[Collected data]
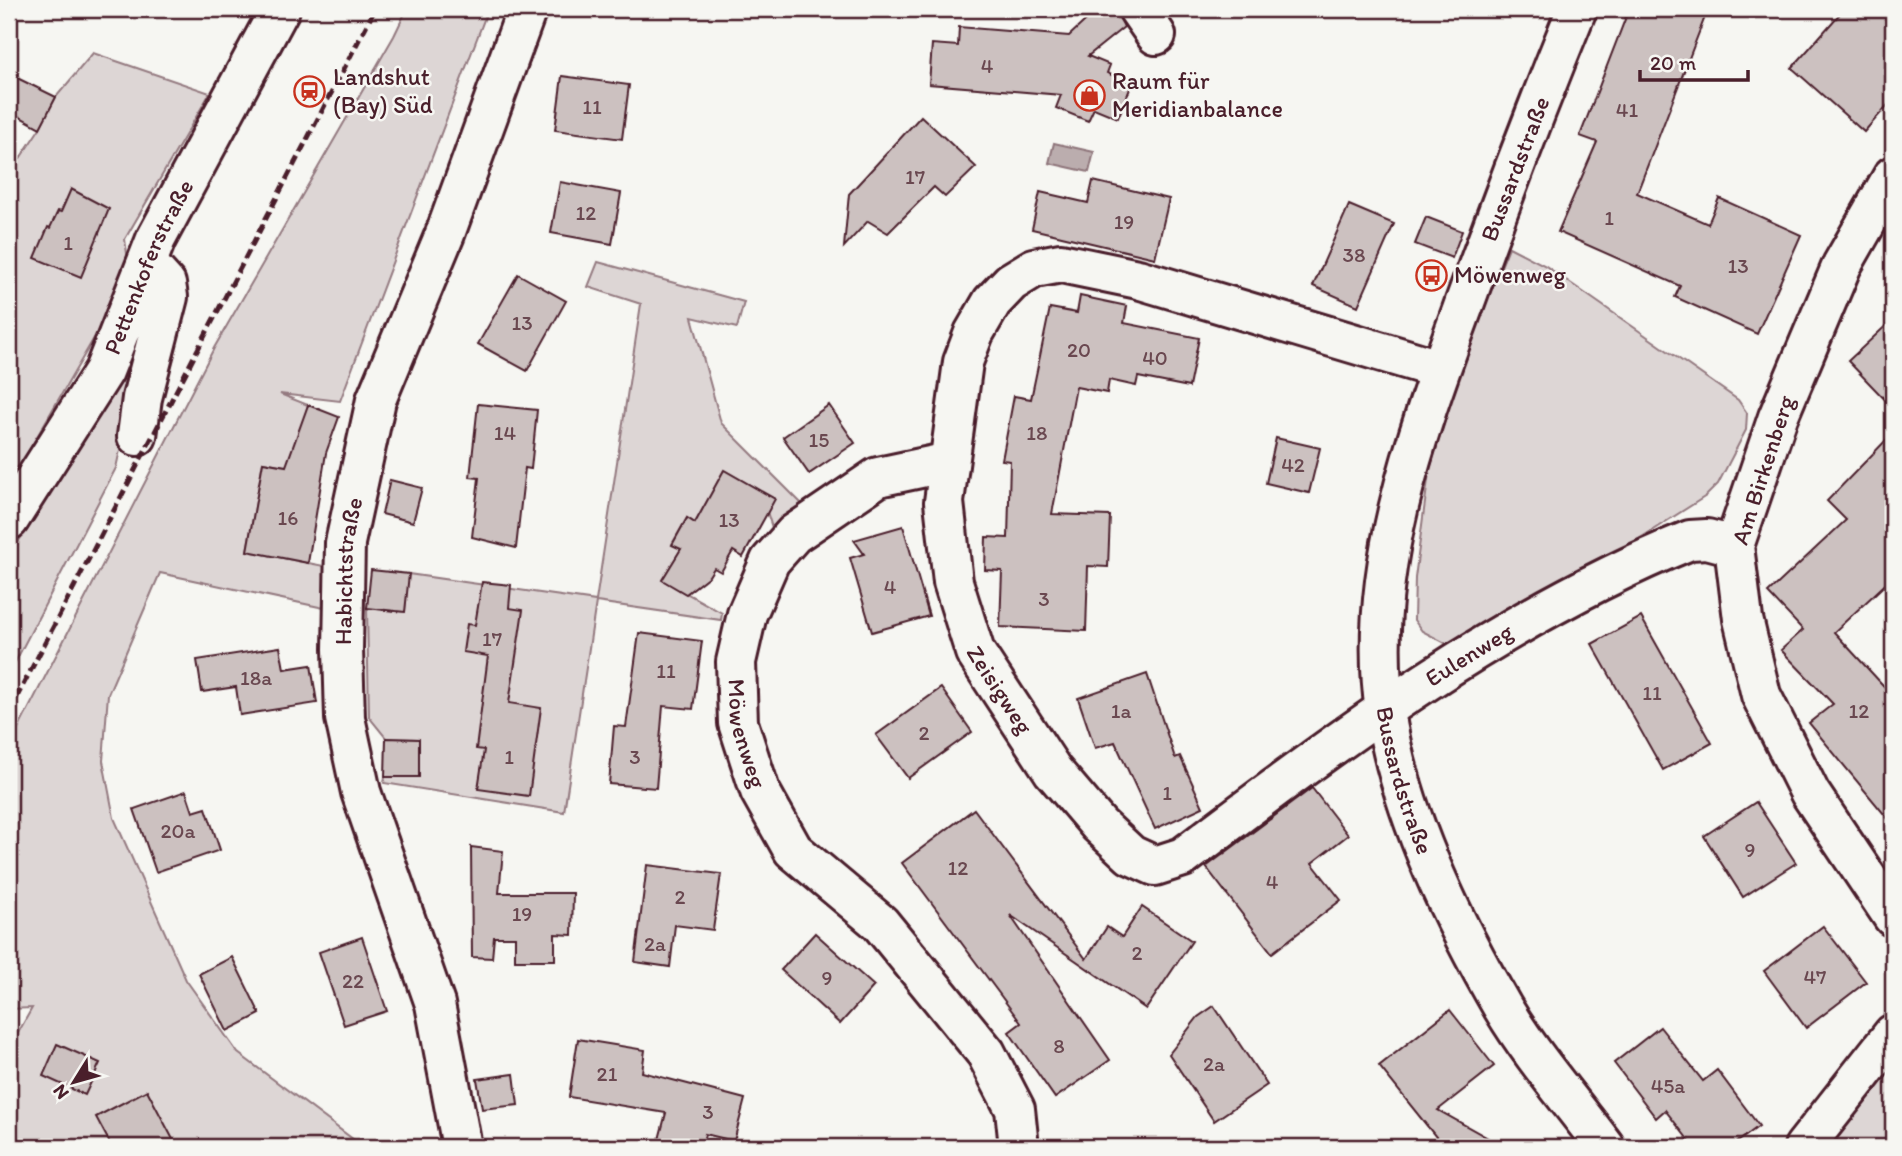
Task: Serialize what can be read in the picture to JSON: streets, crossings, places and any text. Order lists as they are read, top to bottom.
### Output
{
  "streets": {
    "street": [
      "Bussardstraße",
      "Pettenkoferstraße",
      "Am Birkenberg",
      "Habichtstraße",
      "Eulenweg",
      "Zeisigweg",
      "Möwenweg"
    ]
  },
  "crossings": [
    ["Bussardstraße", "Eulenweg"],
    ["Am Birkenberg", "Eulenweg"],
    ["Eulenweg", "Zeisigweg"],
    ["Zeisigweg", "Möwenweg"]
  ],
  "places": {
    "station": ["Landshut (Bay) Süd"],
    "shop": ["Raum für Meridianbalance"],
    "bus stop": ["Möwenweg"]
  },
  "house_numbers": [
    "4",
    "11",
    "41",
    "17",
    "12",
    "1",
    "19",
    "1",
    "38",
    "13",
    "13",
    "20",
    "40",
    "14",
    "18",
    "15",
    "42",
    "16",
    "13",
    "4",
    "3",
    "17",
    "11",
    "18a",
    "11",
    "1a",
    "12",
    "2",
    "1",
    "3",
    "1",
    "20a",
    "9",
    "12",
    "4",
    "2",
    "19",
    "2a",
    "2",
    "47",
    "9",
    "22",
    "8",
    "2a",
    "21",
    "45a",
    "3"
  ],
  "scale_bar": "20 m",
  "north": "bottom left"
}
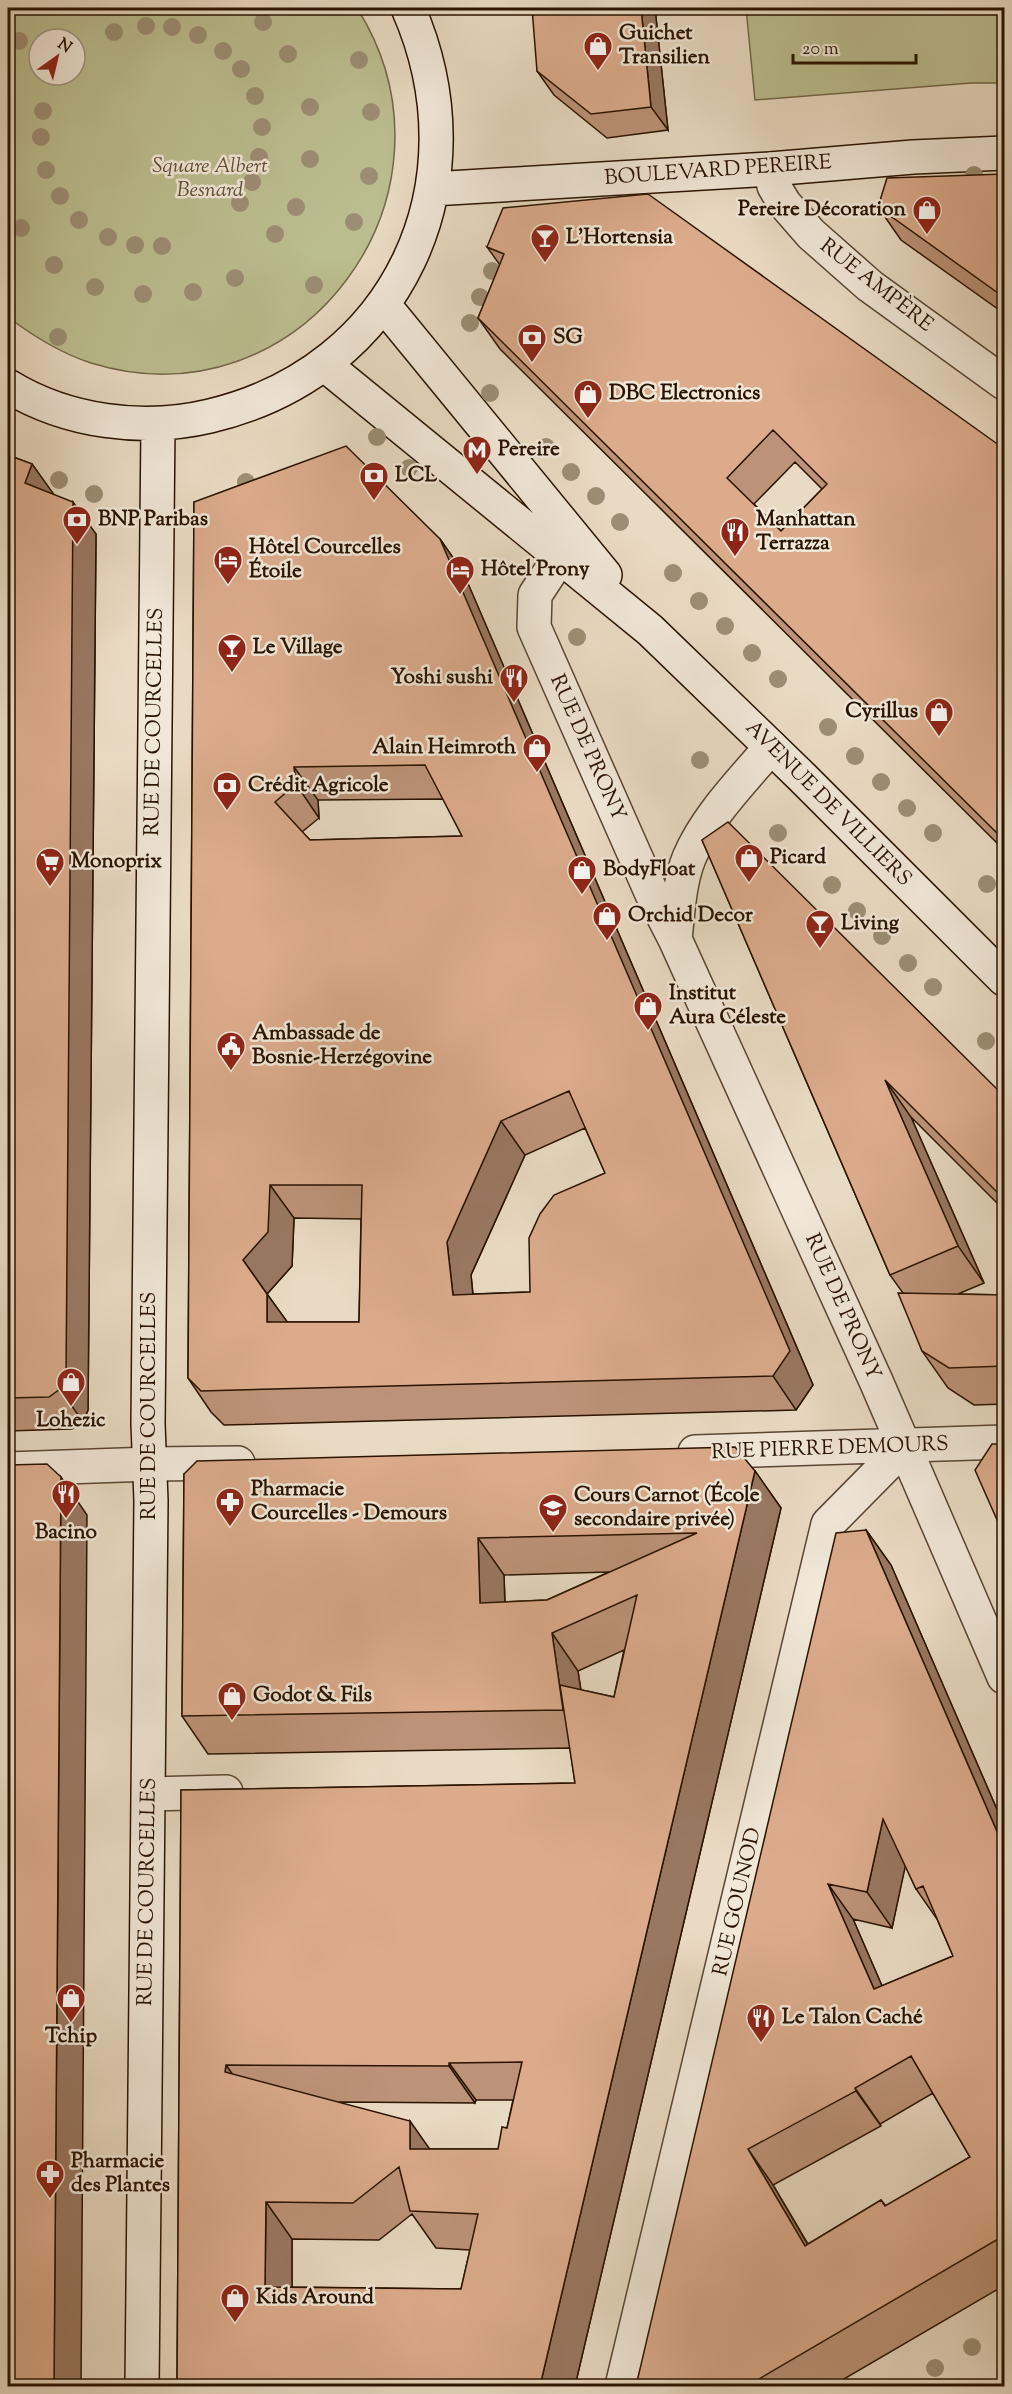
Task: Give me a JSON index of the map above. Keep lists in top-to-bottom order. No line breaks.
{"streets":{"street":["BOULEVARD PEREIRE","RUE AMPÈRE","RUE DE COURCELLES","RUE DE PRONY","AVENUE DE VILLIERS","RUE PIERRE DEMOURS","RUE GOUNOD"]},"crossings":[["BOULEVARD PEREIRE","RUE AMPÈRE"],["RUE DE PRONY","AVENUE DE VILLIERS"],["RUE DE PRONY","RUE PIERRE DEMOURS"],["RUE DE PRONY","RUE GOUNOD"],["RUE PIERRE DEMOURS","RUE GOUNOD"]],"parks":["Square Albert Besnard"],"places":{"shop":["Guichet Transilien","Pereire Décoration","DBC Electronics","Cyrillus","Alain Heimroth","Picard","BodyFloat","Orchid Decor","Institut Aura Céleste","Lohezic","Godot & Fils","Tchip","Kids Around"],"bar":["L'Hortensia","Le Village","Living"],"bank":["SG","LCL","BNP Paribas","Crédit Agricole"],"metro station":["Pereire"],"restaurant":["Manhattan Terrazza","Yoshi sushi","Bacino","Le Talon Caché"],"hotel":["Hôtel Courcelles Étoile","Hôtel Prony"],"supermarket":["Monoprix"],"public building":["Ambassade de Bosnie-Herzégovine"],"pharmacy":["Pharmacie Courcelles - Demours","Pharmacie des Plantes"],"school or university":["Cours Carnot (École secondaire privée)"]},"scale_bar":"20 m","north":"top right"}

### WHAT YOU WILL DO
Count how many lines in the records hold the string "Möwenweg"; reply with the number alone.

### RESPONSE BELOW
3